The other Syldrathi woman is staring at me now, eyes like knives.

“Where is she?” I hear myself ask.

“Saedii killed herself, Kal.”

“No,” I whisper. “She would never …”

“She was on a rescue run.” Tyler sighs. “Trying to recover a refugee fleet near Orion. They got hit by the Ra’haam. Her engines were disabled, her ship was dead in the black. She and her crew were surrounded. She detonated her core rather than be consumed into the collective.”

I murmur a prayer to the Void, press my fingers to my eyes, my lips, my aching heart. Aurora squeezes my hand, her eyes misting as she sees my grief. We were not close in the end, my elder sister and I. But Saedii and I once loved each other fiercely, as only siblings forged in the same furnace can.

Tyler guzzles the rest of his flask as the Syldrathi glowers at me.

“She died with honor,” Lae spits. “Unlike the rest of her family.”

Her tone shifts to bitter violence as she turns those cracked violet eyes to the air beside my head.

“You hear me, cho’taa?” she spits. “I feel you! Skulking in the dark like a thief! Show yourself, i’na destii! Ko’vash dei saam te naeli’dai!” She rises to her feet, spitting fury as she raises her null blade. “Aam sai toviir’netesh! Vaes santiir to sai’da baleinai!”

I am on my feet, standing between Aurora and that crackling psychic blade. The air beside me shimmers, shifts, a bloodred sheen slipping over the light in the room. Aurora rises, her eye glowing faintly as the figure of my father materializes in the room. Tall, dark, ten braids draped over the ruin of his face as he lowers his chin and scowls.

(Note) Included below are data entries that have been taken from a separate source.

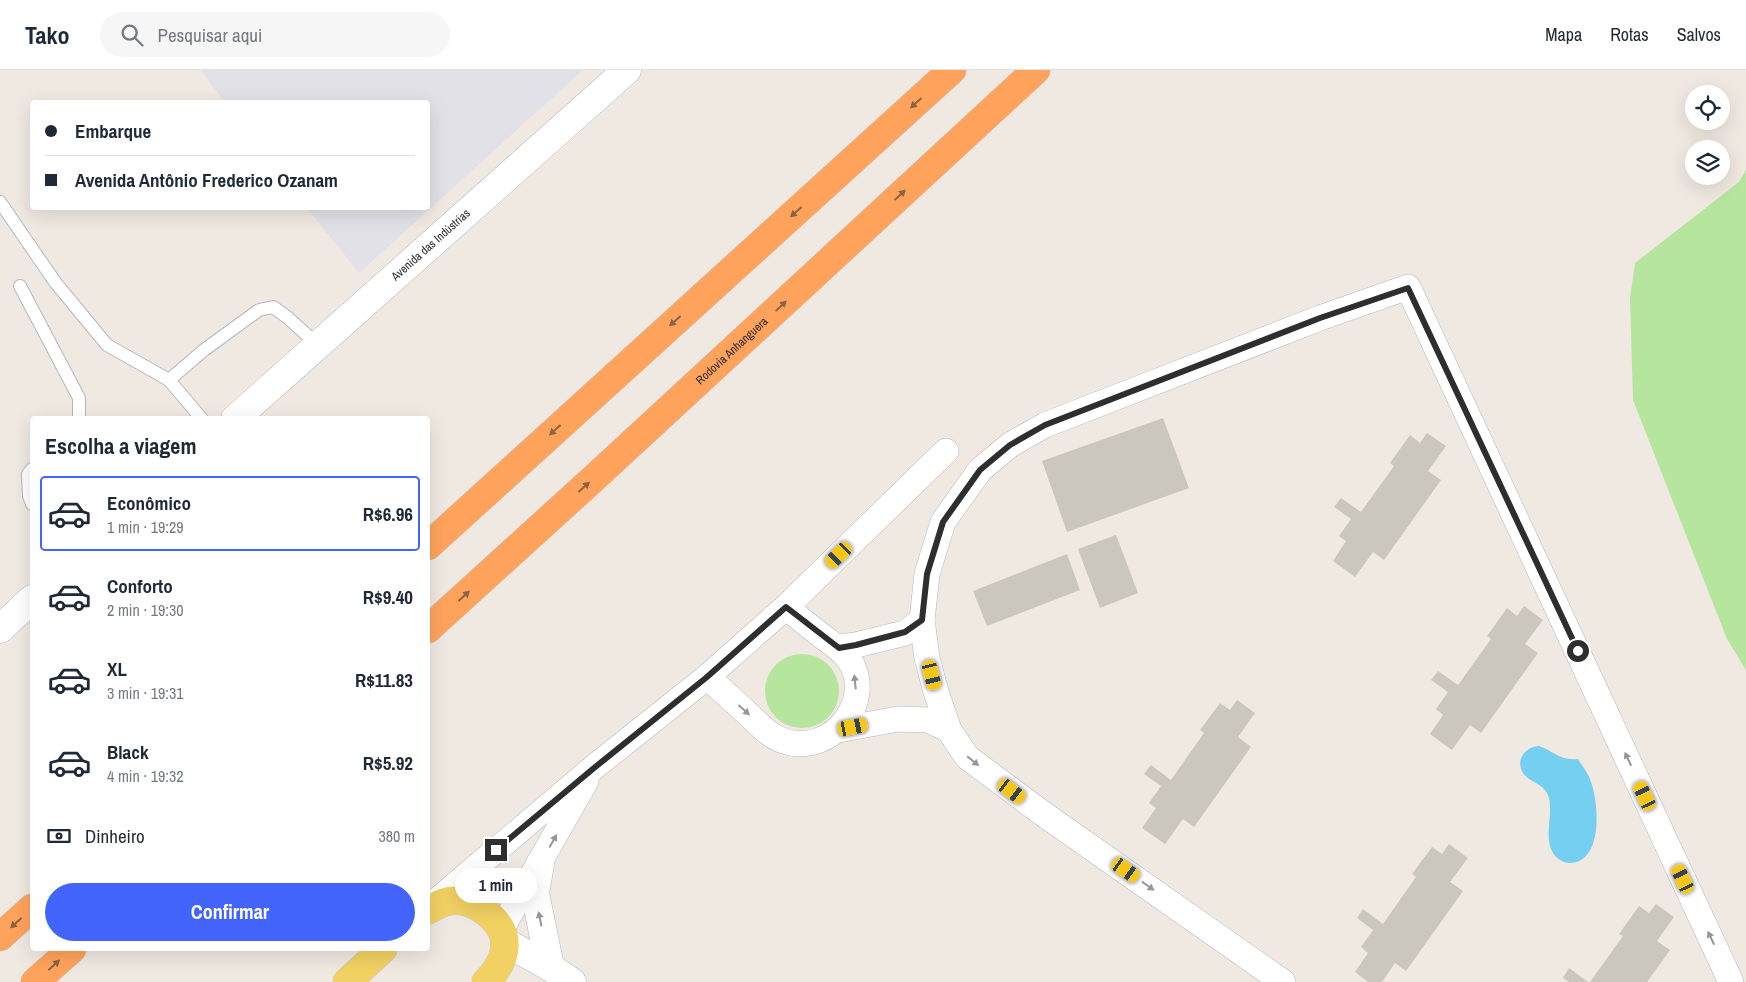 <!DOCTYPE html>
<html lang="pt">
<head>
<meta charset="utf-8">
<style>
	body { margin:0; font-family:"Archivo Narrow",sans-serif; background:#f6f6f7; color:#1f2937; height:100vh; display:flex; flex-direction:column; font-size:19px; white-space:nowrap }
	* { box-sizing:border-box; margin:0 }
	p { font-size:16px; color:#747a83 }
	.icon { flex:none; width:28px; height:28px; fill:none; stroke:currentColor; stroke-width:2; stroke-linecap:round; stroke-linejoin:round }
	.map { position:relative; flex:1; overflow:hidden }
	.drawer { position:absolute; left:30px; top:346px; width:400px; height:535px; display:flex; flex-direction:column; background:#fff; border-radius:5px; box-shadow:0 5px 20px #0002 }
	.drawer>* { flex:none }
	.hud { position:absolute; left:30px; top:30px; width:400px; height:110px; border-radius:5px; box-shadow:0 5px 20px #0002; display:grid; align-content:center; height:110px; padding:0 15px; background:#fff }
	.tools { position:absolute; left:1685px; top:15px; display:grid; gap:10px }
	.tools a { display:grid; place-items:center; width:45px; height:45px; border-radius:50%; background:#fff; box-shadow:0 5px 20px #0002; font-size:25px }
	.end { position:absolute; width:22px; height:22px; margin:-11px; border:6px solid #2e2e2e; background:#fff; box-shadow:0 0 0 2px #fff }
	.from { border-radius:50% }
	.bubble { position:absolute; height:35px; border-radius:18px; background:#fff; box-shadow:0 5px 20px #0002; font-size:16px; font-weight:700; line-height:35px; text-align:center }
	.car { position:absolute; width:15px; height:30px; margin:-15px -8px; border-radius:6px; box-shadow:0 0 4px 1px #0007; background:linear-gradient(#f5c518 24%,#345 0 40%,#f5c518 0 76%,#345 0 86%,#f5c518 0) }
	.hud b { display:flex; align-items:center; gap:18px; height:48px; font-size:19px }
	.hud b+b { border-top:1px solid #e0e1e3 }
	.hud i { width:12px; height:12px; background:#1f2937 }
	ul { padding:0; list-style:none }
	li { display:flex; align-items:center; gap:15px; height:75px; margin:0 10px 8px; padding:0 5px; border:2px solid transparent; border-radius:5px }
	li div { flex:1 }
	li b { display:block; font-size:19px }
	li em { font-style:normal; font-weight:700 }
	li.on { border-color:#4264fb }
	li>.icon { width:45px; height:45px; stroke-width:1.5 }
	h2 { padding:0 15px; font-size:22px; line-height:60px }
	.pay { display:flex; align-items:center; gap:12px; height:55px; padding:0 15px; font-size:19px }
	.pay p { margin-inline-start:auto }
	.action { display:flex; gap:10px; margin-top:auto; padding:10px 15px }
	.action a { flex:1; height:58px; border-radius:30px; background:#4264fb; color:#fff; font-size:20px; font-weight:700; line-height:58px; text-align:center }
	header { display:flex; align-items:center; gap:30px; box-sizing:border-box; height:70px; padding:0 25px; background:#fff; border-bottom:1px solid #e0e1e3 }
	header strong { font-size:24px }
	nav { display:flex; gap:28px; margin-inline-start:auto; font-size:18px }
	.search { width:350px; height:45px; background:#f6f6f7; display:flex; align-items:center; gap:12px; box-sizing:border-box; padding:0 18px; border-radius:28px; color:#747a83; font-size:19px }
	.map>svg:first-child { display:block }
	.industrial { fill:#e3e1e8 }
	.green { fill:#b6e59e }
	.water { fill:#75cff0 }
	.building { fill:#cbc7bf }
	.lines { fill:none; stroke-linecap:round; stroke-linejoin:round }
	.service-casing { stroke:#b4b7c1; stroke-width:14 }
	.minor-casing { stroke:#b4b7c1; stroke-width:26 }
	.tertiary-casing { stroke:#b4b7c1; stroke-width:29 }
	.secondary-casing { stroke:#b4b7c1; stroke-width:29 }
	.primary-casing { stroke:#c9c9c9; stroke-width:29 }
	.motorway-casing { stroke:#c9c9c9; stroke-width:29 }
	.service { stroke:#fff; stroke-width:12 }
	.minor { stroke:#fff; stroke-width:25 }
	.tertiary { stroke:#fff; stroke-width:28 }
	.secondary { stroke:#fff; stroke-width:28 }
	.primary { stroke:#f2d163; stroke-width:28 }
	.motorway { stroke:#ffa35c; stroke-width:28 }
	.oneway { fill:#8c6343 }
	.oneway2 { fill:#969696 }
	.route { stroke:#2e2e2e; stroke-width:6 }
	.labels { text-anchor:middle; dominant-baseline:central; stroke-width:4; stroke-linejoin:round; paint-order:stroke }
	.street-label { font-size:12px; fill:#2e2e2e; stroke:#fff }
</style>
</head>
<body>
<header>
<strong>Tako</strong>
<div class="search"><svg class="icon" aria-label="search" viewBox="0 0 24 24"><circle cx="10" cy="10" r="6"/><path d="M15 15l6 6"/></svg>Pesquisar aqui</div>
<nav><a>Mapa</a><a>Rotas</a><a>Salvos</a></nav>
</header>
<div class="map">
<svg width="1746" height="912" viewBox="0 0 1746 912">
	<rect width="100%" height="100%" fill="#efe9e1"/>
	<!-- industrial -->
	<polygon class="industrial" points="200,0 583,0 359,203 307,138 428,138 428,32 225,32"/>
	<!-- green -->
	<g class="green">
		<polygon points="1746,100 1746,600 1727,569 1633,330 1630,228 1635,193 1739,112"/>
		<circle cx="802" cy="621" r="37"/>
	</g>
	<!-- water -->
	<path class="water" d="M 1539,676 C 1554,681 1559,691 1578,689 C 1582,696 1589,704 1591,712 C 1598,731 1602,778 1581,790 C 1574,794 1566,794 1560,790 C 1542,778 1551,753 1550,736 C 1550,713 1531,715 1523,703 C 1515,690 1525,677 1539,676 Z"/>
	<!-- building -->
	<g class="building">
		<polygon points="1163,348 1189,418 1067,462 1042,391"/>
		<polygon points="1427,363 1446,376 1428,401 1441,410 1384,490 1373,482 1355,507 1333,491 1346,471 1339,466 1351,449 1334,437 1341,428 1361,442 1394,396 1390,393 1410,365 1420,373"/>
		<polygon points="1116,465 1138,523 1100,538 1078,479"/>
		<polygon points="1067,484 1080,520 987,556 973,521"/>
		<polygon points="1524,536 1543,550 1525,574 1538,583 1481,663 1470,655 1452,680 1430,664 1443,645 1436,639 1448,622 1431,610 1438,601 1458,615 1491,569 1487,566 1507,538 1517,546"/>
		<polygon points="1237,630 1255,643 1238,667 1251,677 1194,757 1183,749 1165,774 1142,758 1156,738 1149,733 1161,716 1144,704 1151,695 1171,710 1204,663 1200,660 1220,633 1230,640"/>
		<polygon points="1449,774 1468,788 1450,812 1463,821 1406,901 1395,893 1382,912 1368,912 1355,902 1368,883 1361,877 1373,860 1357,848 1363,839 1383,854 1416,807 1412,804 1432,777 1442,784"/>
		<polygon points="1656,834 1674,847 1657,871 1670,880 1647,912 1590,912 1623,866 1619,864 1639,836 1649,843"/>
		<polygon points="1569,898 1588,912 1569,912 1563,908"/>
	</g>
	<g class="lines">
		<!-- service casing -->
		<g class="service-casing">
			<g id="service">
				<polyline points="0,132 55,212 107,275 169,310"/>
				<polyline points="20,216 79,328 79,349"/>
				<polyline points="202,349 169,310 204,280 259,240 273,237 287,247 318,275"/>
				<polyline points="32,399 28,404 29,426 32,434"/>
			</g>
		</g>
		<!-- minor casing -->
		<g class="minor-casing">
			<g id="minor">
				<polyline points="839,577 856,575 905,563 922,550"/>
				<path d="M 707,607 C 722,620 736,633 750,646 C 761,656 771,668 787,672 C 831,684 875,633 850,591 C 843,580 832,574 822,566 C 810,557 798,547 786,537"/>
				<polyline points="838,660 898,649 928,650 949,660"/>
				<polyline points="428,838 593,698 707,607 786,537 946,381"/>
				<polyline points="502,858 586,711"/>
				<polyline points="1283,912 1042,743 967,687 949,660 936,622 927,588 922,550 927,504 943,452 980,400 1010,375 1045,355 1320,248 1408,217 1731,912"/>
			</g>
		</g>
		<!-- tertiary casing -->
		<g class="tertiary-casing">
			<g id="tertiary">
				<path id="s1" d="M 235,349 L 627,0"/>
				<polyline points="0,559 32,529"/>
			</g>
		</g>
		<!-- secondary casing -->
		<g class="secondary-casing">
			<g id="secondary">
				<polyline points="540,794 535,823 550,897"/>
				<polyline points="505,872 550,897 572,912"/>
			</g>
		</g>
		<!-- primary casing -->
		<g class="primary-casing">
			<g id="primary">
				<path d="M 428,840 C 434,837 442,832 450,831 C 462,829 473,833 483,840 C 513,861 510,887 486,912"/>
				<polyline points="347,912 383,879"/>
			</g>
		</g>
		<!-- motorway casing -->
		<g class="motorway-casing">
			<g id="motorway">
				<polyline points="428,476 952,0"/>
				<path id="s2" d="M 428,559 L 593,409 L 1036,0"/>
				<polyline points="0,867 32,838"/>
				<polyline points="35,912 72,879"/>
			</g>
		</g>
		<!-- service -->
		<use href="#service" class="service"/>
		<!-- minor -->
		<use href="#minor" class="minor"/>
		<!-- tertiary -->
		<use href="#tertiary" class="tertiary"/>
		<!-- secondary -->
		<use href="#secondary" class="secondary"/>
		<!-- primary -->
		<use href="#primary" class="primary"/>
		<!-- motorway -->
		<use href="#motorway" class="motorway"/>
	</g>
	<!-- one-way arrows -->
	<defs><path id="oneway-solid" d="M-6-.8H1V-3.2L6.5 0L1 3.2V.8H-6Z" transform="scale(1.25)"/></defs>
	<g class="oneway">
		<use href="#oneway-solid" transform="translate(916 33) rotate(138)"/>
		<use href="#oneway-solid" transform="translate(900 125) rotate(-43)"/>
		<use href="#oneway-solid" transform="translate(796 142) rotate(138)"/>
		<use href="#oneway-solid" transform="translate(781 236) rotate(-43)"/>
		<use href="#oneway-solid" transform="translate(675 251) rotate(138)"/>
		<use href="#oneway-solid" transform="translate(555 360) rotate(138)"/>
		<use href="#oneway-solid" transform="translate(584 417) rotate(-42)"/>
		<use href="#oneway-solid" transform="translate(464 526) rotate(-42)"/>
		<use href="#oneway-solid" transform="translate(16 853) rotate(138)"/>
		<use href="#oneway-solid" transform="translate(54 895) rotate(-42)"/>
	</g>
	<g class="oneway2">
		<use href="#oneway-solid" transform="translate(855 612) rotate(-96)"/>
		<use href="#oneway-solid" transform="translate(744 640) rotate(42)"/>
		<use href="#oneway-solid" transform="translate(1628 689) rotate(-115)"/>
		<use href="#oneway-solid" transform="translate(973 691) rotate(39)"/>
		<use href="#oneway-solid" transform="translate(553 771) rotate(-61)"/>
		<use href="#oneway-solid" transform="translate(1148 816) rotate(36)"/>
		<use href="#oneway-solid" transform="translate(540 849) rotate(-101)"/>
		<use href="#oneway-solid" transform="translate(1711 868) rotate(-115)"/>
	</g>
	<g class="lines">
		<!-- route -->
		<polyline class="route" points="496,780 594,698 707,607 786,537 839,578 856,575 905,562 922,550 927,504 943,452 980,400 1010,375 1045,355 1320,248 1408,218 1578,581"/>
	</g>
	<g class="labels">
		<!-- street labels -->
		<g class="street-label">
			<text stroke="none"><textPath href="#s1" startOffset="262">Avenida das Indústrias</textPath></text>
			<text stroke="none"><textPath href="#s2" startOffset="412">Rodovia Anhanguera</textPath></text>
		</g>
	</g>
</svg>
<div class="tools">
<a><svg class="icon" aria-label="locate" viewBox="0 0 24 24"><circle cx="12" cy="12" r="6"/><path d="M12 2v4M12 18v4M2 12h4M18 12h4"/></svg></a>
<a><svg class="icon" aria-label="layers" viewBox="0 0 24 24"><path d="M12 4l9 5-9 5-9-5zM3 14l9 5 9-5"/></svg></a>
</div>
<i class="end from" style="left:1578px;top:581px"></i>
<i class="end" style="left:496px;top:780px"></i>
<div class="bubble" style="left:455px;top:798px;width:82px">1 min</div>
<i class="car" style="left:839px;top:485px;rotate:226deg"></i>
<i class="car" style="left:932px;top:605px;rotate:166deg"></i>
<i class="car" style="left:853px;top:657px;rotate:79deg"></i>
<i class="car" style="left:1012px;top:721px;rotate:127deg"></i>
<i class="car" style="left:1645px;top:726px;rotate:335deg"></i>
<i class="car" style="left:1126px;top:800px;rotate:125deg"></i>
<i class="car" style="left:1683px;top:809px;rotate:335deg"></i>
<div class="hud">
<b><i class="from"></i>Embarque</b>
<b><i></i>Avenida Antônio Frederico Ozanam</b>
</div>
<section class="drawer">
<h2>Escolha a viagem</h2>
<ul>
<li class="on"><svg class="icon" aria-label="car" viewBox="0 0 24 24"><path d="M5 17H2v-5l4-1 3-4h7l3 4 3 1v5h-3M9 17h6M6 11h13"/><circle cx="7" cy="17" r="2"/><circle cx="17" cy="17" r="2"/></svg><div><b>Econômico</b><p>1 min · 19:29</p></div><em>R$6.96</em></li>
<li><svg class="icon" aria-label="car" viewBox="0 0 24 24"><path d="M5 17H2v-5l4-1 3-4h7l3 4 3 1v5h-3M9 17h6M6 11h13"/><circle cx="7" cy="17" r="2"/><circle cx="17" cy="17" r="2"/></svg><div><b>Conforto</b><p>2 min · 19:30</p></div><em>R$9.40</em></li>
<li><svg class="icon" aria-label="car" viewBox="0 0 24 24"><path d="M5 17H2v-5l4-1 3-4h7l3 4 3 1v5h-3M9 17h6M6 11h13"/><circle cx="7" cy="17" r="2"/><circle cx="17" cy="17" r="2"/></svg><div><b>XL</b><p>3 min · 19:31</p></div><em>R$11.83</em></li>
<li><svg class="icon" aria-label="car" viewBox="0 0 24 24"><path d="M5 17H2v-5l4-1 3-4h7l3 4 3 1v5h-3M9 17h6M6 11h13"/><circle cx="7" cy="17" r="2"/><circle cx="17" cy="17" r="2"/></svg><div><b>Black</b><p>4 min · 19:32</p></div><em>R$5.92</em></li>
</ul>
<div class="pay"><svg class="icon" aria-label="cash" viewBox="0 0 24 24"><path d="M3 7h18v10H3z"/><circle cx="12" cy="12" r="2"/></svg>Dinheiro<p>380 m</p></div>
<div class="action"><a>Confirmar</a></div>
</section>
</div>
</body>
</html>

Tyler’s weapon is out in a blink, other crew members likewise drawing their arms. They open fire, even as I cry warning, the flash and burst of disruptors and blasters filling the room. But the image of my father only shimmers, like water with stones being thrown into it, and I realize this is merely a projection of consciousness—thrown from the Neridaa to eavesdrop on our conversation.

“Coward!” Lae spits. “De’saiie na vaelto’na!”